Thursday, October 15, 2009

Giving Credit Where It's Due

Kudos to the Obama Administration.

(Do not check the URL; this is still my blog.)

Today, the US Treasury Department released its Semi-Annual Report to Congress on International Economic and Exchange Rate Policies, aka "the report wherein Treasury decides whether US trading partners are 'currency manipulators' under US law."  As expected, and as it did back in April, the Department declined to label China a currency manipulator, and for that I commend the administration.  Here's the money quote from the report (PDF):
The Omnibus Trade and Competitiveness Act of 1988 (the “Act”) requires the Secretary of the Treasury to provide biannual reports on the international economic and exchange rate policies of the major trading partners of the United States.

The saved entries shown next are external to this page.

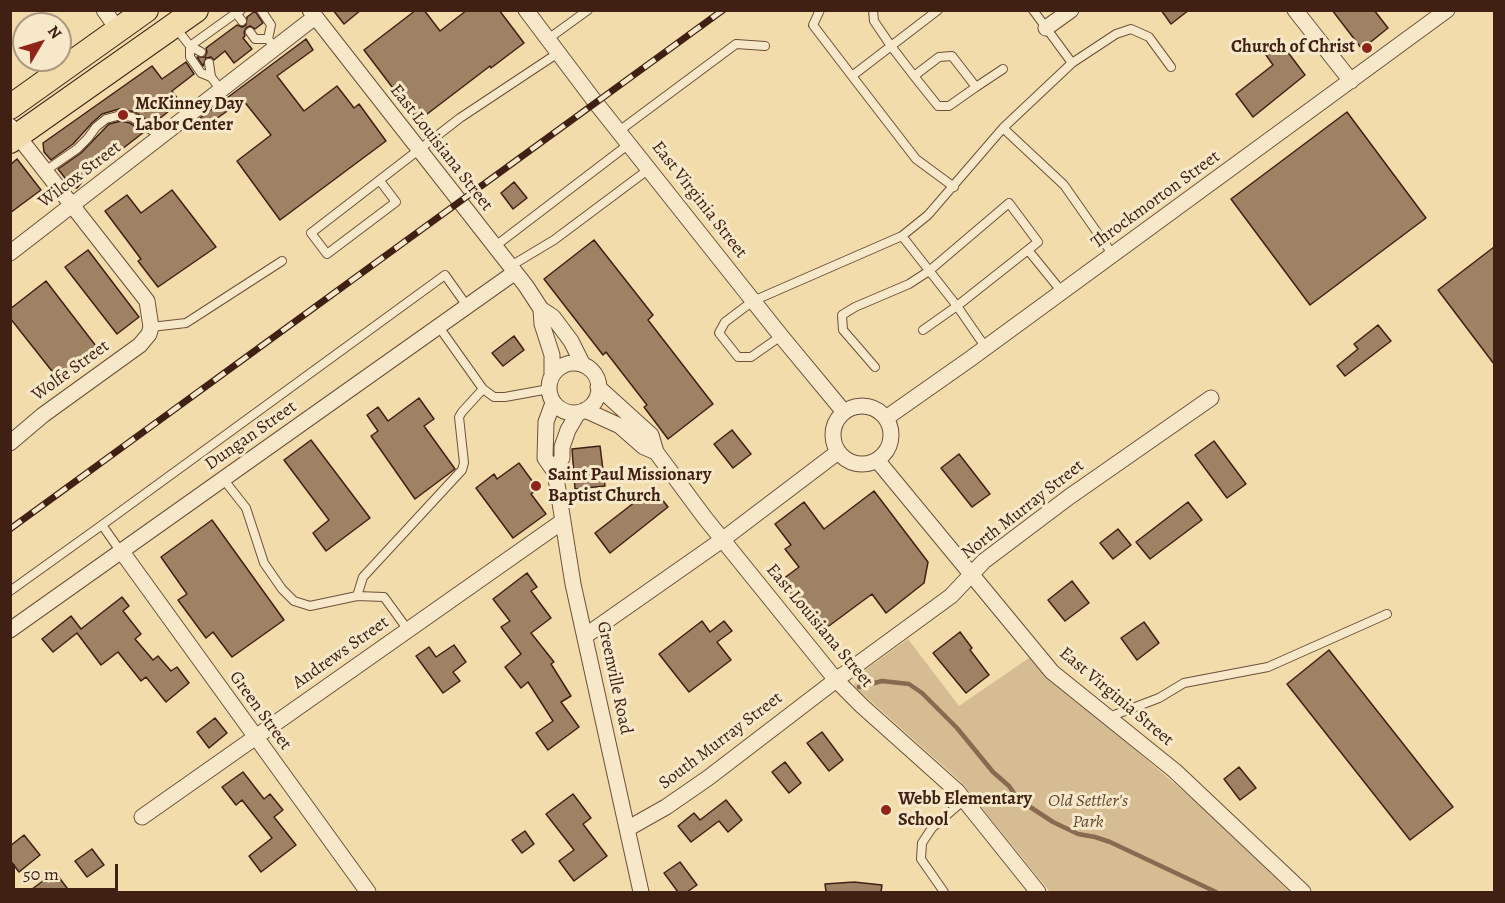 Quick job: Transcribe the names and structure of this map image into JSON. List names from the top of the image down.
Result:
{
  "streets": {
    "street": [
      "East Louisiana Street",
      "Wilcox Street",
      "East Virginia Street",
      "Throckmorton Street",
      "Wolfe Street",
      "Dungan Street",
      "North Murray Street",
      "Andrews Street",
      "Greenville Road",
      "Green Street",
      "South Murray Street"
    ]
  },
  "crossings": [
    ["East Louisiana Street", "Wilcox Street"],
    ["East Louisiana Street", "Dungan Street"],
    ["East Louisiana Street", "North Murray Street"],
    ["East Louisiana Street", "Greenville Road"],
    ["East Louisiana Street", "South Murray Street"],
    ["East Virginia Street", "Throckmorton Street"],
    ["East Virginia Street", "North Murray Street"],
    ["Dungan Street", "Green Street"],
    ["North Murray Street", "South Murray Street"],
    ["Andrews Street", "Greenville Road"],
    ["Andrews Street", "Green Street"],
    ["Greenville Road", "South Murray Street"]
  ],
  "parks": ["Old Settler's Park"],
  "places": [
    "Church of Christ",
    "McKinney Day Labor Center",
    "Saint Paul Missionary Baptist Church",
    "Webb Elementary School"
  ],
  "scale_bar": "50 m",
  "north": "top right"
}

Under Section 3004 of the Act, the report must consider whether any foreign economy manipulates its rate of exchange against the U.S. dollar to prevent effective balance of payments adjustments or to gain unfair competitive advantage in international trade. For the period covered in this Report, January 1, 2009 to June 30, 2009, Treasury has concluded that no major trading partner of the United States met the standards identified in Section 3004 of the Act.
The decision is the right one - China is not a "currency manipulator" under the statute; any attempt to label it as such would have resulted in a trade war with China that would make the Section 421 spat look like a third-grade tickle fight; and it would have completely obliterated any chance that either the end-October US-China Joint Commission on Commerce and Trade (JCCT) meetings or the Obama-Hu summit in November would achieve anything meaningful.  And Obama had to (again) turn down a direct, public demand from a key constituent - the US labor unions.  So kudos are in order.

I've yet to see a response from the unions or manufacturers that lobbied for the currency labeling, but trade-disinformant-extraordinaire Senator Sherrod Brown (D-OH) was quick to condemn the move.  (Of course he was.)  His statement was "classic Brown," and that's not a good thing - falsely blaming the US-China trade deficit on the loss of "4 million" manufacturing jobs (see pp. 20-21 here for the factcheck on that bogus stat) and falsely claiming that the "best estimates" show that China's currency undervaluation amounts to a  "40 percent subsidy" (which could only be true if by "best" he means "worst" and if it's 2003 - before China's currency appreciated by about 15-20% against the dollar).

But I digress.  I was supposed to be applauding the Treasury decision.  So...

*golf clap*

(Your regularly scheduled criticism, I'm sure, will be back tomorrow.)